◆ Exercise objective
Examine the material below. Gather every line in which the string "scale" appears.

◆ Provided records
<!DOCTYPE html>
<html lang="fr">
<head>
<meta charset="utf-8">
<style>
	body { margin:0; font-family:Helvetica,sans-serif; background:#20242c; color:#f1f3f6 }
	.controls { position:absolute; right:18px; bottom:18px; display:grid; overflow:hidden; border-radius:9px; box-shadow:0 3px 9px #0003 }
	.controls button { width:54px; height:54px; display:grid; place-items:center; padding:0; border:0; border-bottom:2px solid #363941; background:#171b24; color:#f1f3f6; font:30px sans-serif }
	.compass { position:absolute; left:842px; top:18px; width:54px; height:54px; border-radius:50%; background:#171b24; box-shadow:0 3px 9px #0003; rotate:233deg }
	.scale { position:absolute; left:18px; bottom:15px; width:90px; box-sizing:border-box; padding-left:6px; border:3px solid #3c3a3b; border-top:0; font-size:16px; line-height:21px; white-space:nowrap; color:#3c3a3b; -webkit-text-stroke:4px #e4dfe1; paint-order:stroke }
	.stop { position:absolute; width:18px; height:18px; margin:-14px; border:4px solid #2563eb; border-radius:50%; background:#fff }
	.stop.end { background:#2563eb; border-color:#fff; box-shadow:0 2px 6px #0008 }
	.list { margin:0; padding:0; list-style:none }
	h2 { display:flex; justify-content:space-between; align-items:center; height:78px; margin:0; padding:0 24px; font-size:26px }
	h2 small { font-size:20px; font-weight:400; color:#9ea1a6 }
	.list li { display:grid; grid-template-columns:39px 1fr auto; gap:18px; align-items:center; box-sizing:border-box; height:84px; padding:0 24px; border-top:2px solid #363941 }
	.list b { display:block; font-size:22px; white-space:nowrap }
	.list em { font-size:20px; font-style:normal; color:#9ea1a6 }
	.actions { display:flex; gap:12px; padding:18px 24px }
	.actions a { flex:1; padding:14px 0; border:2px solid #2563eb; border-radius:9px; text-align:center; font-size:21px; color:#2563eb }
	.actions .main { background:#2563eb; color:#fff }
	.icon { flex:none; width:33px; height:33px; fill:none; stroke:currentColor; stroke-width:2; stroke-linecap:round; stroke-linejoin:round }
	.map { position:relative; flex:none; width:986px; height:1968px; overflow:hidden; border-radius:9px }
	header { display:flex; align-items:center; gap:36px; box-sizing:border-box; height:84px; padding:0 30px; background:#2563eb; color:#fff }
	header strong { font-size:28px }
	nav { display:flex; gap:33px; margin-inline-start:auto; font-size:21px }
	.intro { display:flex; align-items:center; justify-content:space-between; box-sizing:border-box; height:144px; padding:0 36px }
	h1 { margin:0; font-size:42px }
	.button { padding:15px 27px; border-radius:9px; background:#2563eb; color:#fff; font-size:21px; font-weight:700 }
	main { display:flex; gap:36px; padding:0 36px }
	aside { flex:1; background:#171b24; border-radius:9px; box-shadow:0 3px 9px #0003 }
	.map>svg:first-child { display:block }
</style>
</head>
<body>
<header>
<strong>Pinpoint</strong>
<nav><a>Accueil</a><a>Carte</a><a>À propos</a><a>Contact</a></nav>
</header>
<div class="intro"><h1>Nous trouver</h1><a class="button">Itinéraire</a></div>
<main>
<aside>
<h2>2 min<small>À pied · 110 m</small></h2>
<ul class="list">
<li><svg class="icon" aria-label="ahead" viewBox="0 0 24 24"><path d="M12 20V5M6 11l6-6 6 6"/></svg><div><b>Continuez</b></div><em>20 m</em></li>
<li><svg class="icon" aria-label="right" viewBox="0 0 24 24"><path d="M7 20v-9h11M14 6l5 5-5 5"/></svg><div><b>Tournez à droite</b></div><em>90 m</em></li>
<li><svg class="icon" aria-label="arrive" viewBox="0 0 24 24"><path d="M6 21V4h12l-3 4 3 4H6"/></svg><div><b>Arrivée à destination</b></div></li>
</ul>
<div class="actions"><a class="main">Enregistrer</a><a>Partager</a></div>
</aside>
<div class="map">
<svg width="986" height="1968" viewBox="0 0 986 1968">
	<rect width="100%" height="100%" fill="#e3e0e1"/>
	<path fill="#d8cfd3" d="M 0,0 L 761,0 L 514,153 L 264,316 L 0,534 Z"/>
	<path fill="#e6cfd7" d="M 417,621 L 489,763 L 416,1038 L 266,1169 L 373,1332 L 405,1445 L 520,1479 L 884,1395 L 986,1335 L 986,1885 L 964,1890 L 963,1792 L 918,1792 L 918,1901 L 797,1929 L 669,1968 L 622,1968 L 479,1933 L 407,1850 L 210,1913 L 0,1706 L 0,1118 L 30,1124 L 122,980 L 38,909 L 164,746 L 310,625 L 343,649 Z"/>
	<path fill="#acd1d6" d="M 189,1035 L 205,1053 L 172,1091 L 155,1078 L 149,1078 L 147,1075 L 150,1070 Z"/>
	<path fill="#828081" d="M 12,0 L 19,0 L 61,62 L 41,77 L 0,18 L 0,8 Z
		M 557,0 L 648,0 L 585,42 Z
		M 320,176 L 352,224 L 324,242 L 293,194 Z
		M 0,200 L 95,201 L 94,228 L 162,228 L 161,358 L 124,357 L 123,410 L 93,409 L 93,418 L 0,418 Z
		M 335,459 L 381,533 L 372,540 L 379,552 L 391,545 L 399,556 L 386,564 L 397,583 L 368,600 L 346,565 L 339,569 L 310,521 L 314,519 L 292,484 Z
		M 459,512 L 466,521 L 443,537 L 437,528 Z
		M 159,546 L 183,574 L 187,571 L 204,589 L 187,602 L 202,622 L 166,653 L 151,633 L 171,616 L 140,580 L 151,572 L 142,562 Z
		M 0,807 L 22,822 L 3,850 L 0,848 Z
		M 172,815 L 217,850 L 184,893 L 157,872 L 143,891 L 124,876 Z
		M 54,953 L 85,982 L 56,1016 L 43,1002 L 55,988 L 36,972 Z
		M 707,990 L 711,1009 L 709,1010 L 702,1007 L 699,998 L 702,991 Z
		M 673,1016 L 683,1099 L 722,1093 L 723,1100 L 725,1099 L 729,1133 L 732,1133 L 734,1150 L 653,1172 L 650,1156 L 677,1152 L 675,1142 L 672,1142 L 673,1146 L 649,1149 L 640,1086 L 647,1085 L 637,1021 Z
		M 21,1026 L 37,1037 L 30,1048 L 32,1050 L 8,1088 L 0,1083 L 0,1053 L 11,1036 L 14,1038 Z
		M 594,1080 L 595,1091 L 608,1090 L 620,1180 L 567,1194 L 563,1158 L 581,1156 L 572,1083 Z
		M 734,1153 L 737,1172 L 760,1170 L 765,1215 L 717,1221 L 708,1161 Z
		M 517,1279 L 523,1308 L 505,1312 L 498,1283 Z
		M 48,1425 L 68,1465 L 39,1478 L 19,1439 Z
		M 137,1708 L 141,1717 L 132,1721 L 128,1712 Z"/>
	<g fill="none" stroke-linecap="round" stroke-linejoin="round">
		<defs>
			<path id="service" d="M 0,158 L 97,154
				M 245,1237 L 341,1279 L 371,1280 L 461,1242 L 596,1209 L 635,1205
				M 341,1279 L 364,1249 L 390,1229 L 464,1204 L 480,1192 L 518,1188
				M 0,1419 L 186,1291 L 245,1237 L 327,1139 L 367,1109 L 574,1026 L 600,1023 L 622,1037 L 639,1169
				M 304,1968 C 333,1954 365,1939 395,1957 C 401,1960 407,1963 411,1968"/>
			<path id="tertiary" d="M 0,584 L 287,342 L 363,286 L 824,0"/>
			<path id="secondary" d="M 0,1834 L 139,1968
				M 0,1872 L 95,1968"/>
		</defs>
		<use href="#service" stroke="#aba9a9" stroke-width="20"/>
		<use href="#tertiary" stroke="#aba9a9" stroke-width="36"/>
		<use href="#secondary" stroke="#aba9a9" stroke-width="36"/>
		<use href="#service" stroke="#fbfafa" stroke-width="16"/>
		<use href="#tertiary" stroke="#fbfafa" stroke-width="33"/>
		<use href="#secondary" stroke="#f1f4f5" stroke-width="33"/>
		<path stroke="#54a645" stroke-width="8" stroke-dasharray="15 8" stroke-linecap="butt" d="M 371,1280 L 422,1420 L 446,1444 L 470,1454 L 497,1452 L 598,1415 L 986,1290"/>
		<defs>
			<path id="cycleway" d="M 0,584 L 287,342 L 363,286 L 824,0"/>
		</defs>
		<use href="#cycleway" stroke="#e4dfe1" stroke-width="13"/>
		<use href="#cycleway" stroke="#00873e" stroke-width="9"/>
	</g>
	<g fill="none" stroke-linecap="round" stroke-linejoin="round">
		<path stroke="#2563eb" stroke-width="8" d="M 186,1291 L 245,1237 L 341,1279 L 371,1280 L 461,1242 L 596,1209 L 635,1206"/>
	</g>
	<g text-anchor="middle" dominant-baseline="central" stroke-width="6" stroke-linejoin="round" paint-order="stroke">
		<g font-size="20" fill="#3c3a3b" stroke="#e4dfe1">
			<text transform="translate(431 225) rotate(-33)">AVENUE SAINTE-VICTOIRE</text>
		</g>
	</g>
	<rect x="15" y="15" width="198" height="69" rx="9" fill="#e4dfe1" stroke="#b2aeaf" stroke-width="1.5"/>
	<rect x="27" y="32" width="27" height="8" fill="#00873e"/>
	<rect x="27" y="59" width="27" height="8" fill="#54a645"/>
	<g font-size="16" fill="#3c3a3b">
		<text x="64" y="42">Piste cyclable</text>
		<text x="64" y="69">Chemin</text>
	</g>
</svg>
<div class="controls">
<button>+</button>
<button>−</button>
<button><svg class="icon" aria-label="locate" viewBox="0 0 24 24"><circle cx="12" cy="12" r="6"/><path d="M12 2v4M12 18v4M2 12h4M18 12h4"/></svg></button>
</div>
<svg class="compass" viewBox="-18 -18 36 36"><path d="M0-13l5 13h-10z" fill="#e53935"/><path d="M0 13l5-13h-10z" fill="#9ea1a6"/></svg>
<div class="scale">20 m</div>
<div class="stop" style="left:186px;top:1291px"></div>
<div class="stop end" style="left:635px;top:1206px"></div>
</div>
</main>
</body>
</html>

◆ Answer to the problem
	.scale { position:absolute; left:18px; bottom:15px; width:90px; box-sizing:border-box; padding-left:6px; border:3px solid #3c3a3b; border-top:0; font-size:16px; line-height:21px; white-space:nowrap; color:#3c3a3b; -webkit-text-stroke:4px #e4dfe1; paint-order:stroke }
<div class="scale">20 m</div>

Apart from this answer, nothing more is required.